Psychologists urged to love discomfort

If you need to learn something new, then the appearance of negative emotions will testify to your success.

Getting out of your comfort zone inevitably accompanies any attempt at personal growth. For example, if you want to learn how to speak well in front of an audience, then practicing this, overcoming your tongue-tiedness, insecurity and embarrassment, you will feel very strange and awkward.

Since the unpleasant feeling of discomfort usually appears much earlier than the first signs of progress, it can become a barrier to success. We decide it’s not worth it, we just give up and don’t reach our goal.

But if we change our attitude towards discomfort and begin to perceive it as a positive sign, as something to strive for (instead of avoiding), then this way of thinking will motivate us to continue moving towards the goal. This conclusion was reached by psychologists from Cornell and Chicago Universities (USA), whose article published In the magazine Psychological Science. 

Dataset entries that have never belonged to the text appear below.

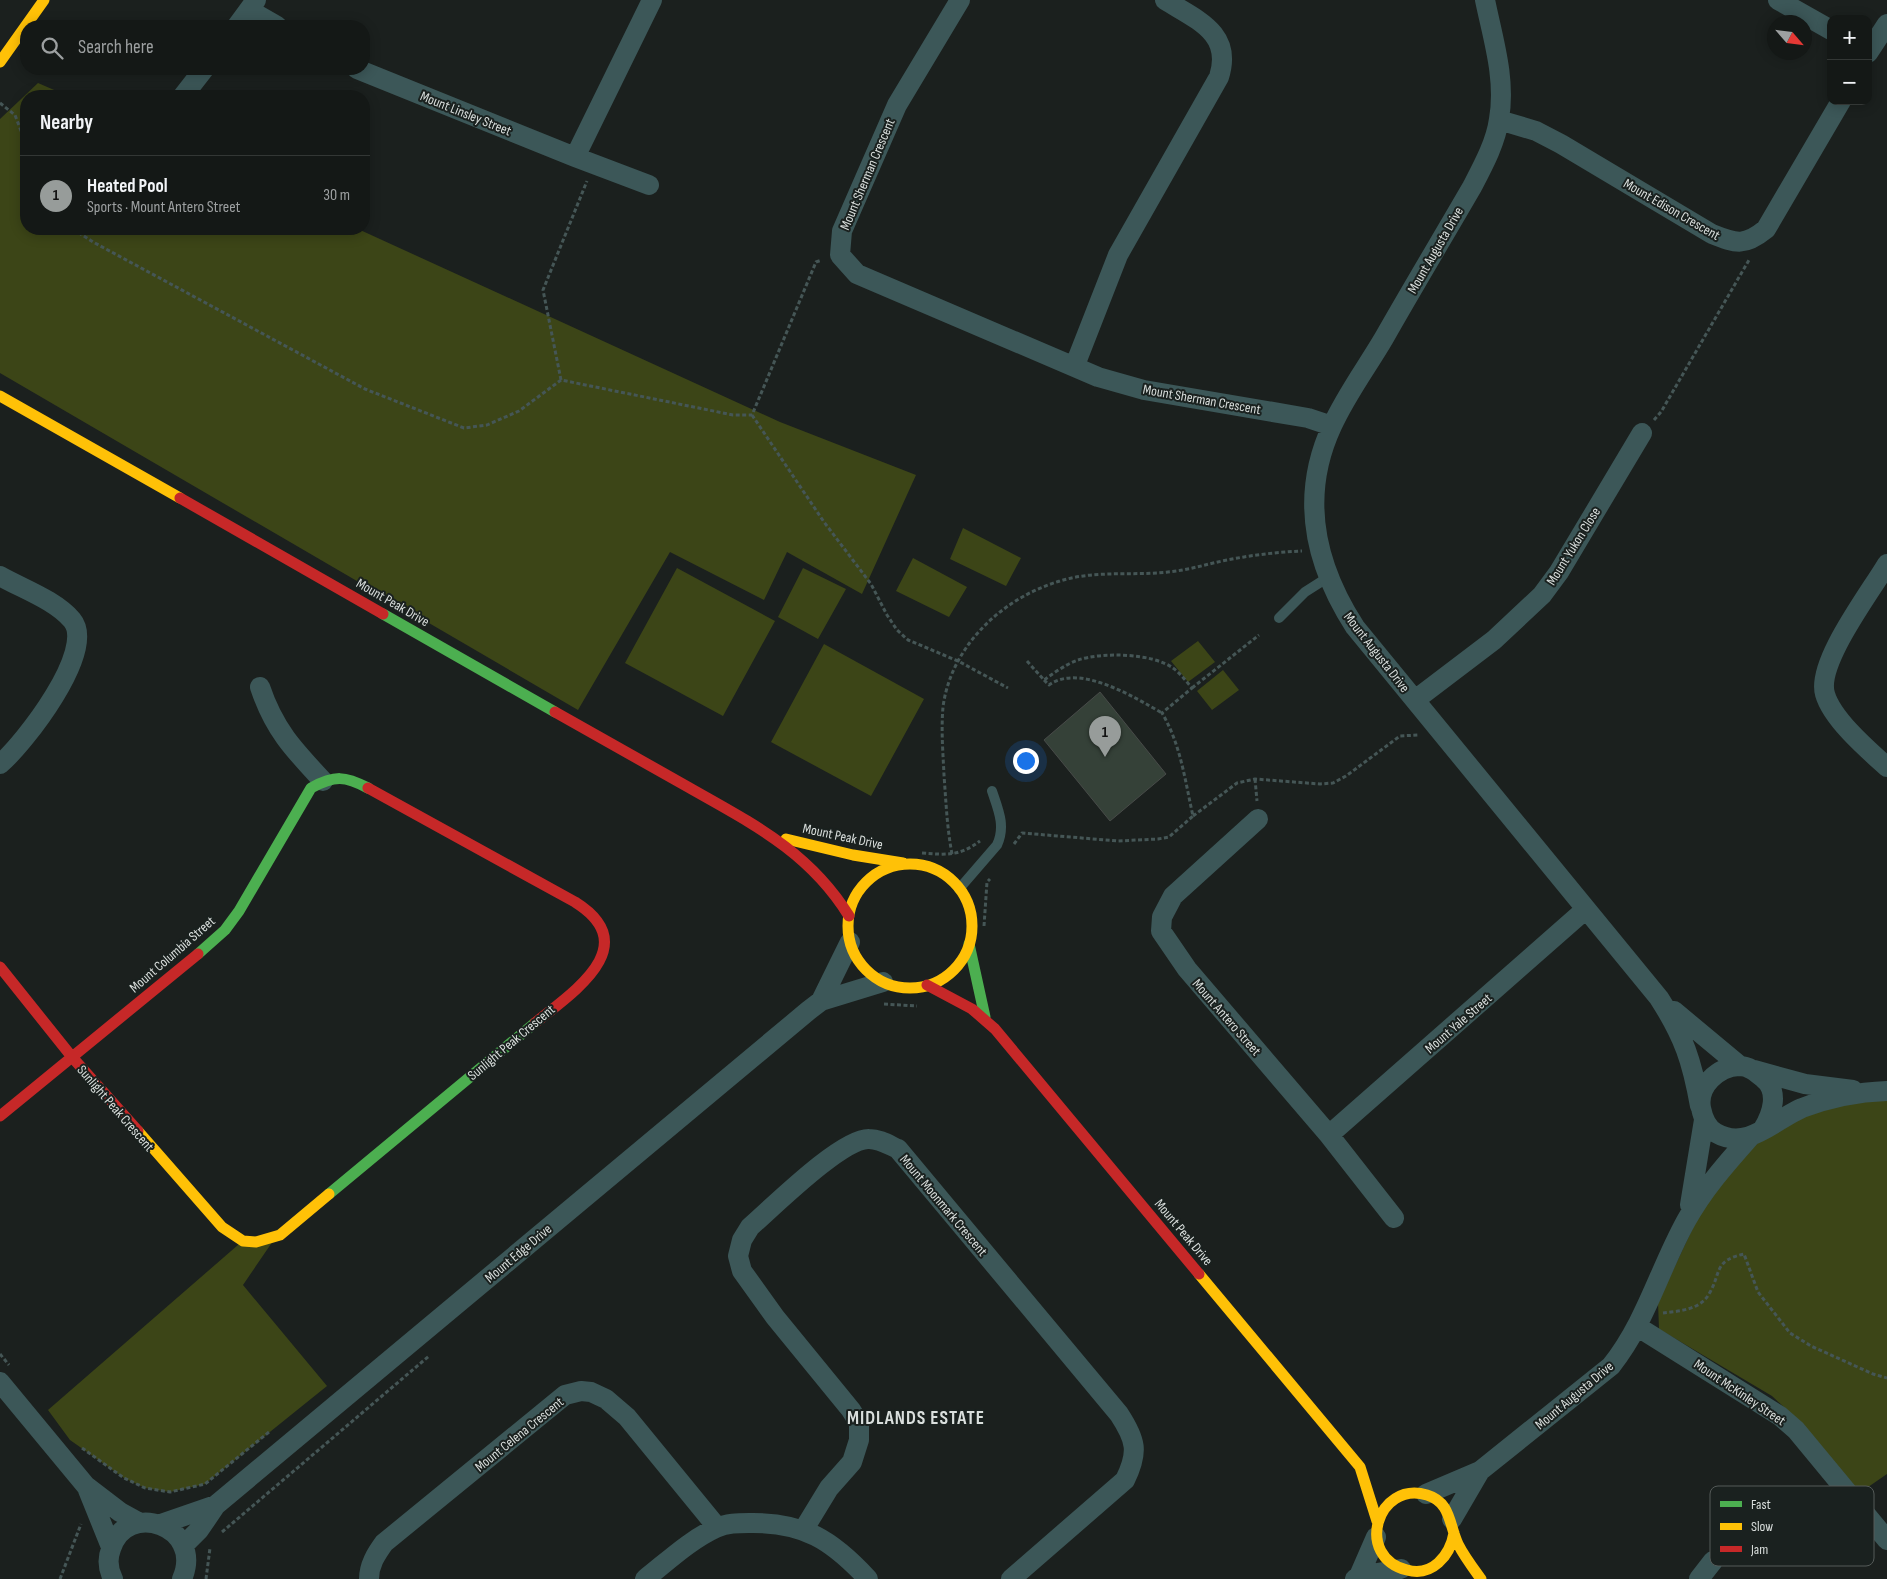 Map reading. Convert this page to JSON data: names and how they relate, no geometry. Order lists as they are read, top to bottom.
{
  "streets": {
    "street": [
      "Mount Linsley Street",
      "Mount Sherman Crescent",
      "Mount Edison Crescent",
      "Mount Augusta Drive",
      "Mount Yukon Close",
      "Mount Peak Drive",
      "Mount Columbia Street",
      "Mount Antero Street",
      "Mount Yale Street",
      "Sunlight Peak Crescent",
      "Mount Moonmark Crescent",
      "Mount Edge Drive",
      "Mount McKinley Street",
      "Mount Celena Crescent"
    ]
  },
  "crossings": [
    ["Mount Sherman Crescent", "Mount Augusta Drive"],
    ["Mount Edison Crescent", "Mount Augusta Drive"],
    ["Mount Augusta Drive", "Mount Yukon Close"],
    ["Mount Augusta Drive", "Mount Peak Drive"],
    ["Mount Augusta Drive", "Mount Yale Street"],
    ["Mount Augusta Drive", "Mount McKinley Street"],
    ["Mount Peak Drive", "Mount Edge Drive"],
    ["Mount Columbia Street", "Sunlight Peak Crescent"],
    ["Mount Antero Street", "Mount Yale Street"]
  ],
  "districts": ["MIDLANDS ESTATE"],
  "legend": ["Fast", "Slow", "Jam"],
  "north": "bottom right",
  "page": {
    "map_buttons": ["+", "−"],
    "search": "Search here",
    "heading": "Nearby",
    "list": [
      {
        "mark": "1",
        "name": "Heated Pool",
        "note": "Sports · Mount Antero Street",
        "value": "30 m"
      }
    ],
    "pins": "1"
  }
}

The researchers conducted five experiments in which more than two thousand volunteers took part. All experiments were related to personal growth — in the process, participants received some new skills.

So, during one of the experiments, 557 people learned the art of improvisation. The exercise was called «Pass the Focus» — one of the participants moved around the room in an impromptu dance as much as he wanted, while the rest of the group had to freeze in place. At some point, the moving person decided to transfer the «focus» to someone else. That, in turn, began to move, and then it was repeated all over again.

Before starting the experiment, half of the participants were told that their goal was to feel awkward and uncomfortable, and these feelings would be a sign that their studies were progressing normally. The rest of the participants were simply given instructions, but the discomfort was not mentioned.

When scientists analyzed the videos recorded during the master class, it turned out that the participants who were targeted for the desire for discomfort behaved differently than the rest — they were “in the light of the spotlights” longer before transmitting the “focus”, and they also improvised much freer and more relaxed, not being afraid to seem strange and ridiculous.  

According to the researchers, this suggests that during the task, participants from the “uncomfortable” group were more motivated. The survey conducted at the end of the experiment also showed that many participants were confident that during the master class they managed to achieve their goals.

The results of other experiments have confirmed that the pursuit of discomfort can motivate people in a variety of situations, helping to overcome difficulties and grow above themselves.